No, not Nicolas Sarkozy--William the Conqueror. Today is the 232nd anniversary of the publication of Thomas Paine's Common Sense, the little 46-page pamphlet that presented a philosophical underpinning for casting off the bonds monarchy, since "A French bastard landing with an armed Banditti and establishing himself king of England against the consent of the natives, is in plain terms a very paltry rascally original." And those terms could not be expressed much more plainly than that.
A failed stay-maker (in the age of corsets), and an unsuccessful tax collector, Paine made his way to "the colonies" after a meeting with bon vivant Benjamin Franklin, who provided him with a letter of introduction.

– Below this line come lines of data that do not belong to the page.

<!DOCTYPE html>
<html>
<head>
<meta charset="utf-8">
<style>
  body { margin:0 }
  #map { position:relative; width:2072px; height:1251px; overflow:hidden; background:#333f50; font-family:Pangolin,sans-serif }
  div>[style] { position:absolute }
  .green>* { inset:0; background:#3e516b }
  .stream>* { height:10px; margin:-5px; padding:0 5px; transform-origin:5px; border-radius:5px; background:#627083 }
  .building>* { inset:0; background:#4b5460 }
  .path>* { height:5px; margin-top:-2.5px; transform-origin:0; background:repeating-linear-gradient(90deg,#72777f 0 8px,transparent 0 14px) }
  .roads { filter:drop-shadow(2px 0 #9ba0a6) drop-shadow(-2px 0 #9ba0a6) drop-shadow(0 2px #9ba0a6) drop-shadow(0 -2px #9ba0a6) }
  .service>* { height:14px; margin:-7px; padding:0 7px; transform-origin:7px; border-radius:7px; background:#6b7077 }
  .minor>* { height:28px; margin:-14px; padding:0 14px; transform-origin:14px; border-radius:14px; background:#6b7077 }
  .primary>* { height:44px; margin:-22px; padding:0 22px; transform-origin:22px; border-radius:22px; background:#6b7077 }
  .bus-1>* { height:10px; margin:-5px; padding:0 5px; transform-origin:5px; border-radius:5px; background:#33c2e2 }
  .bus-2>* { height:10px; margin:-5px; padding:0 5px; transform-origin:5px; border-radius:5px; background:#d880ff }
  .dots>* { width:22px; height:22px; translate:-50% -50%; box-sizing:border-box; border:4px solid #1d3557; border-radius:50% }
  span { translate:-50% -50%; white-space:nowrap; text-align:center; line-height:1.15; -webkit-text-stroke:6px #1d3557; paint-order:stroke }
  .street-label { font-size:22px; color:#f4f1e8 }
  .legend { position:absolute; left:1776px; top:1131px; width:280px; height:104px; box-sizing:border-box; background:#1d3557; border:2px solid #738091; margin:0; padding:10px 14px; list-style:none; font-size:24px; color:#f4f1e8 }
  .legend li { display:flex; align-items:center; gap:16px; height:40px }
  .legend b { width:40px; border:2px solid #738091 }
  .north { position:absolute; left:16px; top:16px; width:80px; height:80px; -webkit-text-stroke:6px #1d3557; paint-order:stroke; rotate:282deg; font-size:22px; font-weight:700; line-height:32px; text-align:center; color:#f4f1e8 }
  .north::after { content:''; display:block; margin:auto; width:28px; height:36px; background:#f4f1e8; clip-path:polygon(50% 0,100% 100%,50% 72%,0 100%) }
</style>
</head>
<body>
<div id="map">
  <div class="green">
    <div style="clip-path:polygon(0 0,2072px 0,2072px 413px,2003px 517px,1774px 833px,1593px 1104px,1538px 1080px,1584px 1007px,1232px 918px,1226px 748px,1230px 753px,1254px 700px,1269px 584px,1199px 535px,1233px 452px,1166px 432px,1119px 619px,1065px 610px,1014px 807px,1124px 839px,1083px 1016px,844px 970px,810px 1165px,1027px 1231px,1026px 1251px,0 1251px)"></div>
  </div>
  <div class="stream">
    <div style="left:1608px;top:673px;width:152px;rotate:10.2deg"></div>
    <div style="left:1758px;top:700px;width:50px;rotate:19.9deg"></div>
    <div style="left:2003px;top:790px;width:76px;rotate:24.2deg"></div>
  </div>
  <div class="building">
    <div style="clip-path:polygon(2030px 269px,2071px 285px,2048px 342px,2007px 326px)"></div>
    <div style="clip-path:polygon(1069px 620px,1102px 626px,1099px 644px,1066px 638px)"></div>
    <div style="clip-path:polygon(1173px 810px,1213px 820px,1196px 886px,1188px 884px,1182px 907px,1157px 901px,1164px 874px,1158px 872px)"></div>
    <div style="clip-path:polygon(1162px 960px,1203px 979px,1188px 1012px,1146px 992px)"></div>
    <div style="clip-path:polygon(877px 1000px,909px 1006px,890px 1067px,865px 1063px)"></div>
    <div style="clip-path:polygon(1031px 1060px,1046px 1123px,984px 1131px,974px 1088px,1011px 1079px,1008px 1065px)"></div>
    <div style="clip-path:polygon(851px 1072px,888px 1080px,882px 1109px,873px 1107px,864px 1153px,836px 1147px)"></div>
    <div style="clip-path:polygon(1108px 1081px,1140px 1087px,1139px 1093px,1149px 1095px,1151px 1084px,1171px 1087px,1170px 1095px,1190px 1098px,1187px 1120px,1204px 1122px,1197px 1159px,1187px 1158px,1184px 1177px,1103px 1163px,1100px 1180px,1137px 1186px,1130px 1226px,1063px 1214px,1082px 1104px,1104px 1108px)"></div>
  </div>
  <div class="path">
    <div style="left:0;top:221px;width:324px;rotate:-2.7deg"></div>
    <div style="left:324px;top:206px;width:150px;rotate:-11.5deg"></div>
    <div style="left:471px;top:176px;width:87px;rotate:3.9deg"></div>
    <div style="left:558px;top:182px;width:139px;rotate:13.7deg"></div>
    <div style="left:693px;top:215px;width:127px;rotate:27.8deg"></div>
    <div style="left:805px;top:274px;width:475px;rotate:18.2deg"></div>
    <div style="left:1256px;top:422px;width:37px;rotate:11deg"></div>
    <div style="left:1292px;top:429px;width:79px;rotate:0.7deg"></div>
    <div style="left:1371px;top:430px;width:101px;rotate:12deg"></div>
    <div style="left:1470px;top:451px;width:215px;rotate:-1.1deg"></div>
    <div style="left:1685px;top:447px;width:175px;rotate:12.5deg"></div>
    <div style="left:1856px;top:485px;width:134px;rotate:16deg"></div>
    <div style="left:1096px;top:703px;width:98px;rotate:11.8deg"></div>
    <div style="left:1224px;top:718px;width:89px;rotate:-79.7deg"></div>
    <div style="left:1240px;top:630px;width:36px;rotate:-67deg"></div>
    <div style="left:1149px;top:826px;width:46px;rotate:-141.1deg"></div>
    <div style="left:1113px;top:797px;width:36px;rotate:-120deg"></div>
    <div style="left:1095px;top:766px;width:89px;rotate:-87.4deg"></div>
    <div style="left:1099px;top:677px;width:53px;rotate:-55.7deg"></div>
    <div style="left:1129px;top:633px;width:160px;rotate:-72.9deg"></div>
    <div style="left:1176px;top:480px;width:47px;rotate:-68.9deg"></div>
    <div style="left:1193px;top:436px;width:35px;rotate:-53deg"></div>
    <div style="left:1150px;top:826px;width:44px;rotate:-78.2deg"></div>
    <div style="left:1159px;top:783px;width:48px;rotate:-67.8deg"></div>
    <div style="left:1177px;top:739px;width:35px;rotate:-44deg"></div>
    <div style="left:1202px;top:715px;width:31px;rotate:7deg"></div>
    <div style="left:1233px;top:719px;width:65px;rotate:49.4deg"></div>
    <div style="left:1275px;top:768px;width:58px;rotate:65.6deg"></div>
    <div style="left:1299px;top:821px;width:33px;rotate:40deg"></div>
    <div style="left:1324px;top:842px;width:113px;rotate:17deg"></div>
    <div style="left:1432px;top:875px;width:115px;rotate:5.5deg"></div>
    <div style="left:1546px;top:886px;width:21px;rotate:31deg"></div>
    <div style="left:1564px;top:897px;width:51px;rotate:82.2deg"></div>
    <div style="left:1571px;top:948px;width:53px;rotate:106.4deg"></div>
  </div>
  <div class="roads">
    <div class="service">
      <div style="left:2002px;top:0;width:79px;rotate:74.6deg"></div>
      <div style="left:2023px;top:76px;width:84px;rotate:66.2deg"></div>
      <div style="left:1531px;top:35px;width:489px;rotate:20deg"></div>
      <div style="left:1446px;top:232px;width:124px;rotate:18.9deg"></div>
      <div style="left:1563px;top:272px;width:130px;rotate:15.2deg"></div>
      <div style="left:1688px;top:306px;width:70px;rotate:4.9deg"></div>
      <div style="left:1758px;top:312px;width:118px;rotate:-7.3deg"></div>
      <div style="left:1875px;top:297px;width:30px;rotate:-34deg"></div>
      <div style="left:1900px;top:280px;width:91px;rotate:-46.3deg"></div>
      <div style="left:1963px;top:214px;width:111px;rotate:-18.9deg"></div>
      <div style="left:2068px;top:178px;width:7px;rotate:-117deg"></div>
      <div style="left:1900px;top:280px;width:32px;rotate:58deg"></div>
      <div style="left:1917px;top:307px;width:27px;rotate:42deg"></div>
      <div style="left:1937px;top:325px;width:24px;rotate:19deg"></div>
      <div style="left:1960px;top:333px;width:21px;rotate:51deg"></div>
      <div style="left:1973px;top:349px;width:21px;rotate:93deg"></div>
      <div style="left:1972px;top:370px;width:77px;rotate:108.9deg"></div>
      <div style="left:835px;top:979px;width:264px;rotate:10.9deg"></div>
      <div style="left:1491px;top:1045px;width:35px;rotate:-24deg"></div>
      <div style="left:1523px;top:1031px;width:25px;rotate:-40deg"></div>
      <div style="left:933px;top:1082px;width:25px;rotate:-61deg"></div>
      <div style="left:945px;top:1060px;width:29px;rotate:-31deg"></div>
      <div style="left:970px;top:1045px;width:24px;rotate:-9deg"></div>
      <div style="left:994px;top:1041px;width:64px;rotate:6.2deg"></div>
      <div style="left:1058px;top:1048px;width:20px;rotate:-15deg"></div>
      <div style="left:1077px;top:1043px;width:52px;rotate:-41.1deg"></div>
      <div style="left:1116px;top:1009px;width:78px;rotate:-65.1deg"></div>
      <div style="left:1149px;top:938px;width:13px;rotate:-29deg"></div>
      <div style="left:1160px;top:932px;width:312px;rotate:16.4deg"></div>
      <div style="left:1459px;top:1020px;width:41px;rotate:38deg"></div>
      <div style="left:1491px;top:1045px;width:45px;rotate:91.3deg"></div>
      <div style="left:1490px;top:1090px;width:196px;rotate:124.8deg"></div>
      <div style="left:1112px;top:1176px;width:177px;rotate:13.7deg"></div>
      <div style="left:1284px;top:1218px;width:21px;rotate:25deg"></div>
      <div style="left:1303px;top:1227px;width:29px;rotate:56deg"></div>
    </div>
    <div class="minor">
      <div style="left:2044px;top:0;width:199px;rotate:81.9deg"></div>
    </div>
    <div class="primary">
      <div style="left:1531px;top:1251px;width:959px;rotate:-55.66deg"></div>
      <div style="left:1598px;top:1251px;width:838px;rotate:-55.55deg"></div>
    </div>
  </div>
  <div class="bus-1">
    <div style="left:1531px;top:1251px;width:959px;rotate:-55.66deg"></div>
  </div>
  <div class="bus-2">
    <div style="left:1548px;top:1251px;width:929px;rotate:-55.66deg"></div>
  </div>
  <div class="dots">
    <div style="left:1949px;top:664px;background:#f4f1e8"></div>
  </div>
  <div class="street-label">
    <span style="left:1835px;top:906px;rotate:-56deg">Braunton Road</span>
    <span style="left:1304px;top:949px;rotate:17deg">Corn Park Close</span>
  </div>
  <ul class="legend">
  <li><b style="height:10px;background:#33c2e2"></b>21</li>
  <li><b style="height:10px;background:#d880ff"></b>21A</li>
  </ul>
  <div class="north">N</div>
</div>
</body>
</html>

Paine arrived in Philadelphia late in the fall of 1775.
Using Franklin's letter, Paine quickly obtained a position with one of Franklin's printer friends. Paine rather quickly absorbed the rebellious spirit of the "lower sort" in the city, who were eager to throw off the yoke of monarcial repression; many of their "betters," then in session in the city as the Continental Congress, were more circumspect in this regard.
Paine's little pamphlet, published on this date in 1776, both distilled the sentiment on the street, and persuaded enough members in the Congress that seven months later, a majority of the members of congress were willing to sign a Declaration of Independence.